I also started looking at poetry recommendation engines, and will keep researching that, bc people are coming up with lists of features to use, but those features are often quite silly/arbitrary
Jack Rory Staunton
@jack-rory-staunton
@delta_ark_twitter interesting application you have there. have you tried a synonym mapping (e.g. from a thesaurus or even a rhyming dictionary) for generating new combinations? just a first thought :) also, I bet adding a syllable-count attribute to your tokens would be instrumental.
delta_ark
@delta_ark_twitter
@jack-rory-staunton hey Jack; doing generation is not really the problem; I can do all sorts of cool generative tricks with GPT2. The problem is discrimination. Some of what the model spits out is bad, some is so so so, and some is truly excellent. I want to be able to generate a large text (on a topic) <-- this part isn't hard, but I want another model to come in and identiy/clip the best parts and hand it to me, so I can use that to build my poem. (One day, would be nice to add a scraping component to this whole system, but making the editor/discriminator is more important now). And yeah, this is like, what I'm doing when I'm unemployed, lol.
Jack Rory Staunton
@jack-rory-staunton
@delta_ark_twitter i see- so its text classification then. clustering on text features ("authorship style") from e.g. textacy stats might help. binary classification (albeit requiring manual annotation) w vowpal wabbit might help too. another thing that could be cool: writing "parallel" lines by doing some word vector arithmetic a la [wv('king') - wv('queen') ~= wv('man') - wv('woman')]
delta_ark
@delta_ark_twitter
@jack-rory-staunton hi there; cool, I'm going to follow up and research these terms (I'm kind of new to this); do you have a "text classification for dummies" article that you recommend?
Jack Rory Staunton
@jack-rory-staunton
@delta_ark_twitter I don't yet have much experience w text classification per se but this example is where I would start https://www.kaggle.com/poonaml/text-classification-using-spacy
delta_ark
@delta_ark_twitter
^ cool; thank you!
Ryan Schmukler
@rschmukler
Hey all! I was currently looking at training spacy with custom semantics ala https://spacy.io/usage/training#intent-parser - I was wondering - how should I go about training documents that have potentially multiple roots? eg. find hotels with wifi and email them to susan
(perhaps not a perfect example since you could argue that emailing them, etc is connected to find... so perhaps find stores that are open and find hotels with wifi)
Ryan Schmukler
@rschmukler
Actually realized I was misreading how the head indexes worked! This is actually easy :)
Alex Manson
@NeuroWinter
Hey all I was wondering does Spacy NER give the salience of the entity?
Dominik
@D-Pavlov
Hi everyone, I have a question, that I couldn't find answer anywhere for.

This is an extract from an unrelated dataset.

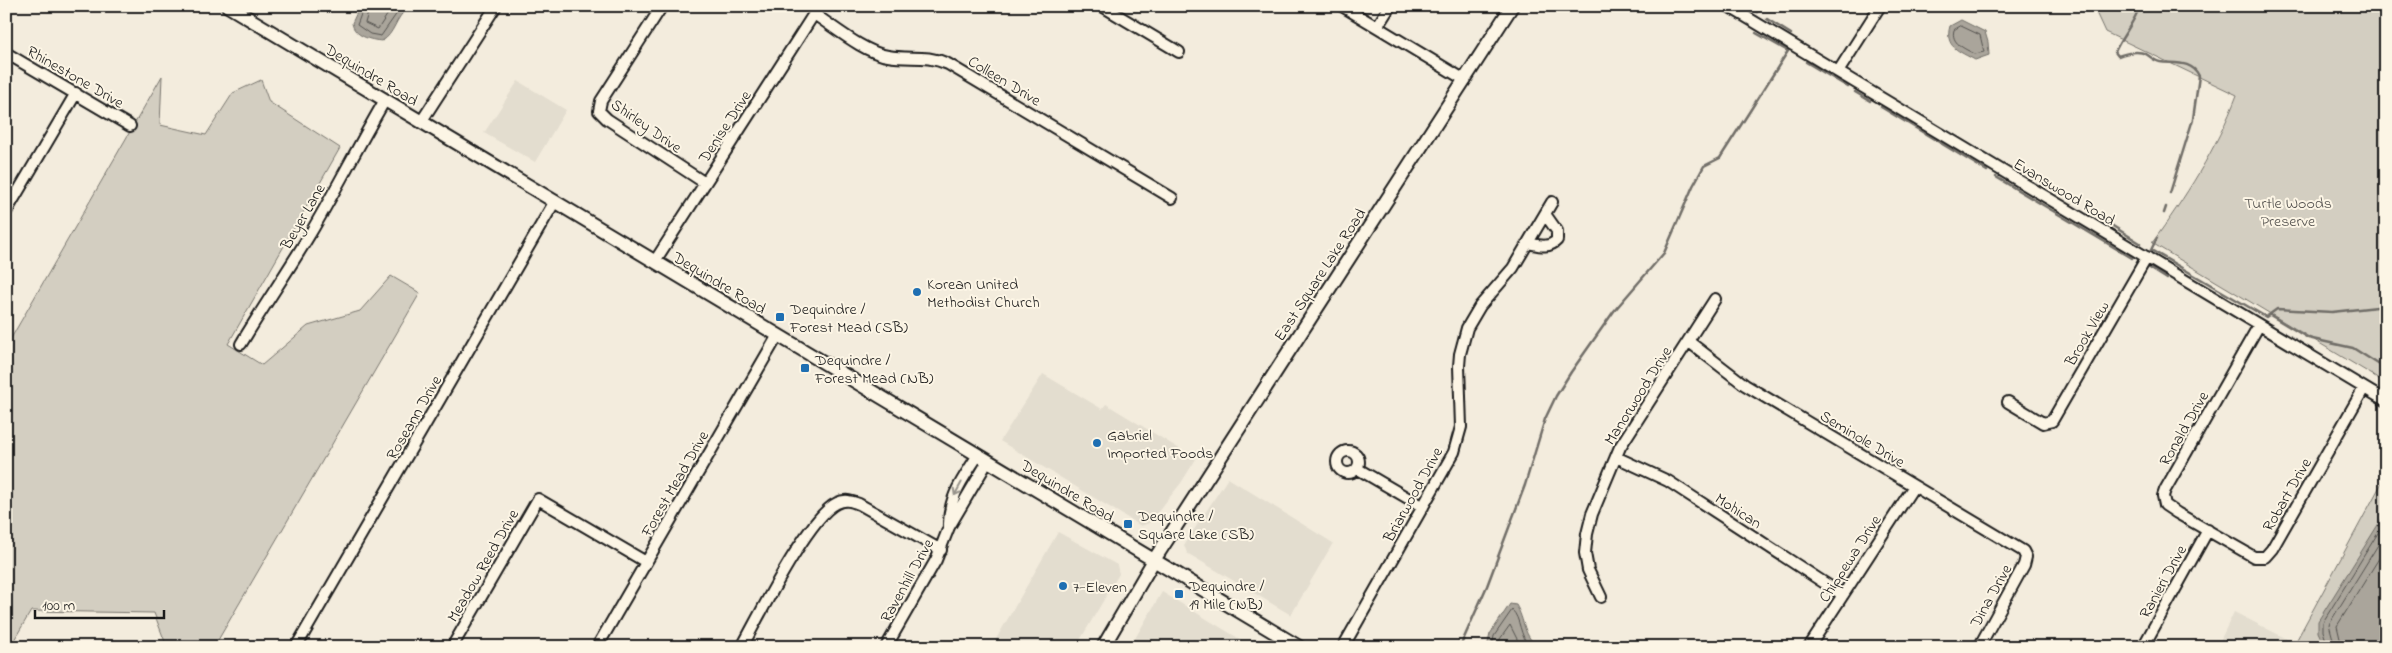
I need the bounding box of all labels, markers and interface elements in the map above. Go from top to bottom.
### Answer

So I'm training a Spacy NER model and on every iteration I see precision, recall and F1 score (as NER P, NER R and NER F).
My question is, are these values micro- or macro-averages, or something else completely?
Thanks!
Jack Rory Staunton
@jack-rory-staunton
@delta_ark_twitter syllable tool https://github.com/sloev/spacy-syllables
Srevin Saju
@srevinsaju
Hello,
Using Spacy is it possible to get a past tense of a lemma word?
Example: take -> took
gazakhova
@gazakhova
Hi guys, I want to avoid overfitting in my training custom NER model. Is feeding with 'enough' data the only solution? Is there another solution that you would recommend? How important is feeding data without training entities? E.g. from SpaCy documentation ("Do they bite?", {"entities": []}). Thanks a lot.
sreejapk
@sreejapk
Hi guys, I have created a custom model for new NER types identification. The loading time is higher in this case. Any suggestions to reduce?